## EXERCISE DETAILS
Below are some records; copy each line in them that contains "Silva".
══ EXERCISE INPUTS ══
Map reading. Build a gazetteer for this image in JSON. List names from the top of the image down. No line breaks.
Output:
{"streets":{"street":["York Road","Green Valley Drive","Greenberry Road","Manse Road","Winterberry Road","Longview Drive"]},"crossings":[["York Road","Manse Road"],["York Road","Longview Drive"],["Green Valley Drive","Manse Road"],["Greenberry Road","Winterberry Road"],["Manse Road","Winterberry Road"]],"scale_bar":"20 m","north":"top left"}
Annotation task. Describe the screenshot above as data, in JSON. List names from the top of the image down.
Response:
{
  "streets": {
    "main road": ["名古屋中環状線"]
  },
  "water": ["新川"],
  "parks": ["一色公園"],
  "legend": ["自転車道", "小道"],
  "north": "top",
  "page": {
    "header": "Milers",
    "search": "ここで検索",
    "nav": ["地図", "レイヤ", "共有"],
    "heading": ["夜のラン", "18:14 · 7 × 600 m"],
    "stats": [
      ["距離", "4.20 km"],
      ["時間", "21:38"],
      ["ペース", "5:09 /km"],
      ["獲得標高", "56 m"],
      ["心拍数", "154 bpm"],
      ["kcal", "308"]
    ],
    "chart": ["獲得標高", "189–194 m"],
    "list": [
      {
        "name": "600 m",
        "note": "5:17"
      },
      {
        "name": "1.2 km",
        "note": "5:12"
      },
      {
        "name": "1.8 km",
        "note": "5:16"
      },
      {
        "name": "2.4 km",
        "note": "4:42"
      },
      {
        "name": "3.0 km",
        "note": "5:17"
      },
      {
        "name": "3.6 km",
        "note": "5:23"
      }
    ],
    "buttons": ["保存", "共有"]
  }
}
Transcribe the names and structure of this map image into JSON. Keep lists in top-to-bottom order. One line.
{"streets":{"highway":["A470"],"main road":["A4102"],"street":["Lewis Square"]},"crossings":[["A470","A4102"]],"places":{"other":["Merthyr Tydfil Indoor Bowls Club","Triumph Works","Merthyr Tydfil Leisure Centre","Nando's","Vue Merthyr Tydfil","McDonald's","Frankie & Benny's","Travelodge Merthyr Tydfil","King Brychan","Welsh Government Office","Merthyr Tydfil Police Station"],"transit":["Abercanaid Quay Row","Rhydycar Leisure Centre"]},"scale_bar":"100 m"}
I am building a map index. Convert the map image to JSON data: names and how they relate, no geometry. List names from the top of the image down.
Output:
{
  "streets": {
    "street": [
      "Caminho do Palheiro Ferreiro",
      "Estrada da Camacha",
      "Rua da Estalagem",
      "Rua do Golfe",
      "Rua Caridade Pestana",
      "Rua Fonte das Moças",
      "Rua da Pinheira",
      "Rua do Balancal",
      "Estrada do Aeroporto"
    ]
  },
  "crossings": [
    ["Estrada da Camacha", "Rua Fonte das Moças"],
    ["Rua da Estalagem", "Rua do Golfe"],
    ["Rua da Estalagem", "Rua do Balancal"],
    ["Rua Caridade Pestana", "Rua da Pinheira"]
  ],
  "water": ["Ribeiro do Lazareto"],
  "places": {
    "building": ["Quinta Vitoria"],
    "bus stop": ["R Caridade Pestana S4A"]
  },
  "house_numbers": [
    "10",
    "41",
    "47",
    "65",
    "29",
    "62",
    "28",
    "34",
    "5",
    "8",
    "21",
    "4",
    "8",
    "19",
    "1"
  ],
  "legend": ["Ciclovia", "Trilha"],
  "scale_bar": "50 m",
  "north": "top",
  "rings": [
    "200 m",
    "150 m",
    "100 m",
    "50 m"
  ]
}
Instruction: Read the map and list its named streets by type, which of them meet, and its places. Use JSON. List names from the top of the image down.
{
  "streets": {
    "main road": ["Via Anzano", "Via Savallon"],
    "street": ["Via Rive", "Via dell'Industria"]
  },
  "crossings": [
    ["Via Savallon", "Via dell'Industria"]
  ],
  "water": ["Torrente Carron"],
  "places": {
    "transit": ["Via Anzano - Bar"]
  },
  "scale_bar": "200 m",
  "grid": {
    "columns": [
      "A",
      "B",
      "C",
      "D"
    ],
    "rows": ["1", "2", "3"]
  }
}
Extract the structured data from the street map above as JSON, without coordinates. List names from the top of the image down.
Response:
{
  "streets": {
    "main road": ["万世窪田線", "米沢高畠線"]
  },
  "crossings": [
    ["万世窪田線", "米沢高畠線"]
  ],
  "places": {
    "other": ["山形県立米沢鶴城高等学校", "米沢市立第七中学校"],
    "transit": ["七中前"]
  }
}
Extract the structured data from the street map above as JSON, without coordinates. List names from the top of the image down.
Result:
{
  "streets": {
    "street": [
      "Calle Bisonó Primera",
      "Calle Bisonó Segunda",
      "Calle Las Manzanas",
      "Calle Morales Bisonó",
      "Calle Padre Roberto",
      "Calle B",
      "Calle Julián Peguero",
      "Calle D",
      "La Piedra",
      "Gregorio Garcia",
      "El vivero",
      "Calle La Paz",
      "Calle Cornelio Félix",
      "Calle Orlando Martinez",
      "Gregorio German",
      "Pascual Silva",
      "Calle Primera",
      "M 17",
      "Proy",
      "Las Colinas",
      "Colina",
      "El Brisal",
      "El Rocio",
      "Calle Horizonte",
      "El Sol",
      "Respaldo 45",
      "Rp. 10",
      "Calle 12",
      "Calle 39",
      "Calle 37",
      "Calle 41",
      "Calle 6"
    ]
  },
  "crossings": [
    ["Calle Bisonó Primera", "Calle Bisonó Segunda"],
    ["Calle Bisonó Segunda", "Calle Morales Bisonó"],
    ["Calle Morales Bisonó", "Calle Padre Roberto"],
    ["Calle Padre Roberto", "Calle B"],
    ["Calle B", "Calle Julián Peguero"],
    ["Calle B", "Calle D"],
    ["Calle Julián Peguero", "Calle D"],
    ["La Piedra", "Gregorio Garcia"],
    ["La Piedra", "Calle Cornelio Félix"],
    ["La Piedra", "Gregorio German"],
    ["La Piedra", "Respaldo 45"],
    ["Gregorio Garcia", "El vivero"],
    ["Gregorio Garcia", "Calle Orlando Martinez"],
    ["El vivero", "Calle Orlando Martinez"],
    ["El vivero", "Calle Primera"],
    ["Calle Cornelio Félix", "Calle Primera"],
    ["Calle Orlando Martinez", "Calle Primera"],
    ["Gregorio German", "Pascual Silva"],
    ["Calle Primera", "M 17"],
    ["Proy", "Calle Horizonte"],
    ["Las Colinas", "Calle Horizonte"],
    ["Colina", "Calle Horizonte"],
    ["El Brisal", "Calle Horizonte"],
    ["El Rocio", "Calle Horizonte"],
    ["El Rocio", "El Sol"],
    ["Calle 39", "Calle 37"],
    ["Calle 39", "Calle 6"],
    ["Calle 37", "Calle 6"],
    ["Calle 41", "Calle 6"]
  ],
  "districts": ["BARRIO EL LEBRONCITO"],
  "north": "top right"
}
═══
## TASK ANSWER
      "Pascual Silva",
    ["Gregorio German", "Pascual Silva"],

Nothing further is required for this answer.